(Data for this exercise begins)

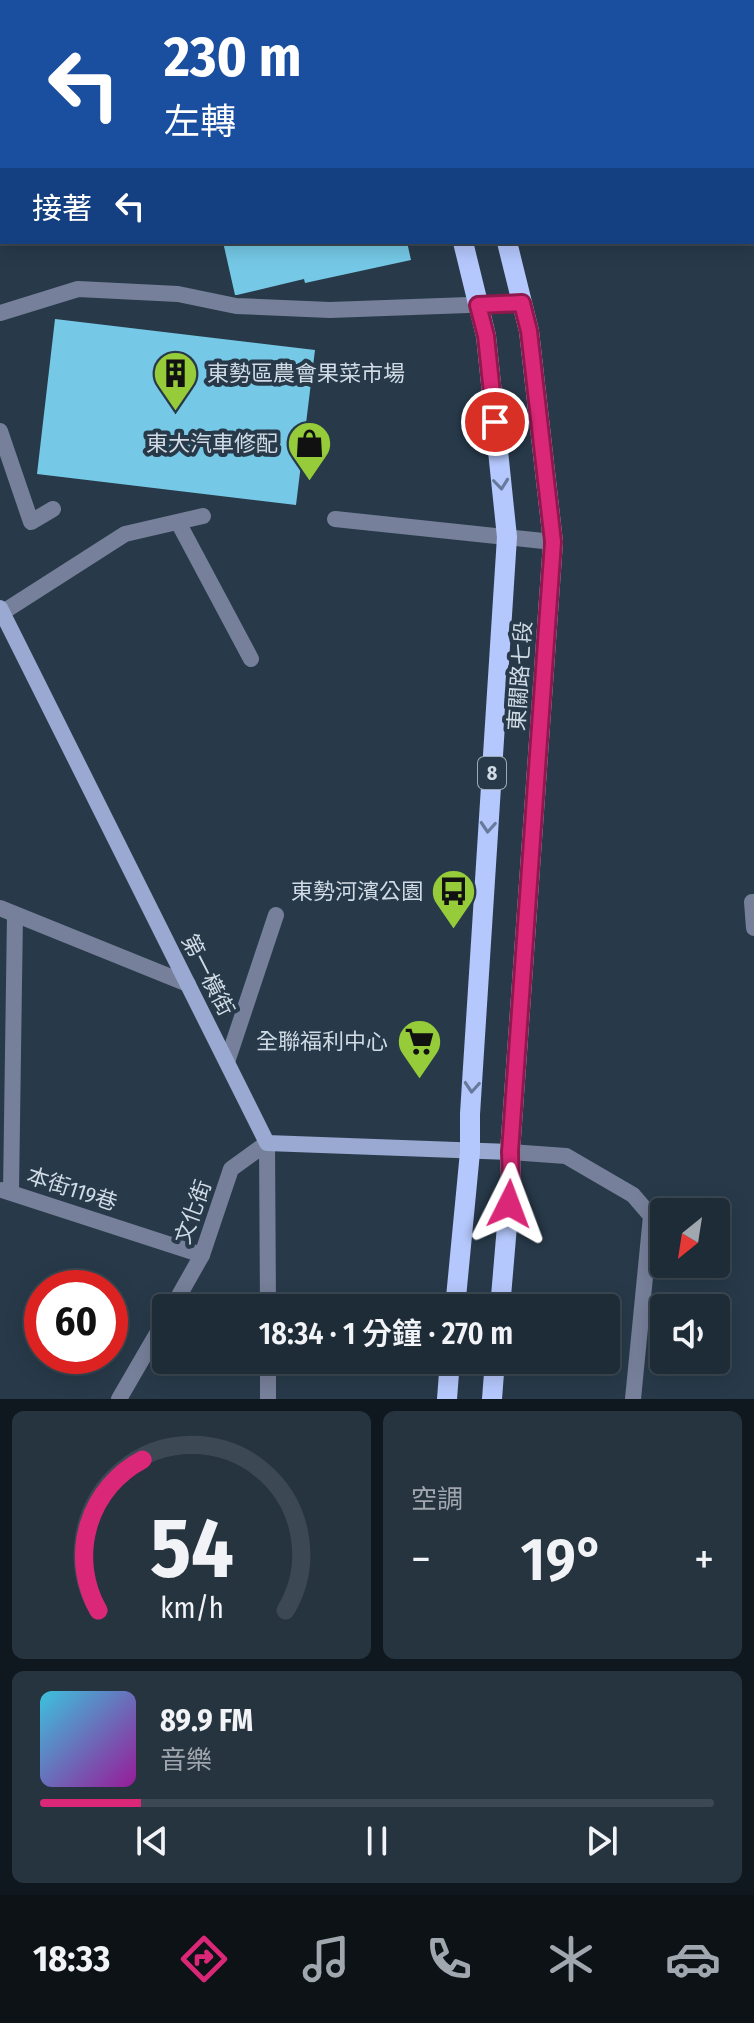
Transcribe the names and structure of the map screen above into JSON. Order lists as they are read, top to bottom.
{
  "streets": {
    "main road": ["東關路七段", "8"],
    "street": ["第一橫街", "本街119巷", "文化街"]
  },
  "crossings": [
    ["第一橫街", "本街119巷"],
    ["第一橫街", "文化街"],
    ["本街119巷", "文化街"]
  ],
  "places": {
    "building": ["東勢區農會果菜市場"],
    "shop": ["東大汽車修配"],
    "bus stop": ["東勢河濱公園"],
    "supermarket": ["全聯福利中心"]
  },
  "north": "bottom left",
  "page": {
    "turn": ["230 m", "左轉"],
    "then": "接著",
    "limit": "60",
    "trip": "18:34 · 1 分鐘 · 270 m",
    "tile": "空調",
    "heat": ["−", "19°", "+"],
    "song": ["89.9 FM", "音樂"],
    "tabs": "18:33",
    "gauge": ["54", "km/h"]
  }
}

(Data for this exercise ends)

• Description of the task:
Everything in the records must be returned exactly, except the pictures.

• Final answer:
Transcribe the names and structure of the map screen above into JSON. Order lists as they are read, top to bottom.
{
  "streets": {
    "main road": ["東關路七段", "8"],
    "street": ["第一橫街", "本街119巷", "文化街"]
  },
  "crossings": [
    ["第一橫街", "本街119巷"],
    ["第一橫街", "文化街"],
    ["本街119巷", "文化街"]
  ],
  "places": {
    "building": ["東勢區農會果菜市場"],
    "shop": ["東大汽車修配"],
    "bus stop": ["東勢河濱公園"],
    "supermarket": ["全聯福利中心"]
  },
  "north": "bottom left",
  "page": {
    "turn": ["230 m", "左轉"],
    "then": "接著",
    "limit": "60",
    "trip": "18:34 · 1 分鐘 · 270 m",
    "tile": "空調",
    "heat": ["−", "19°", "+"],
    "song": ["89.9 FM", "音樂"],
    "tabs": "18:33",
    "gauge": ["54", "km/h"]
  }
}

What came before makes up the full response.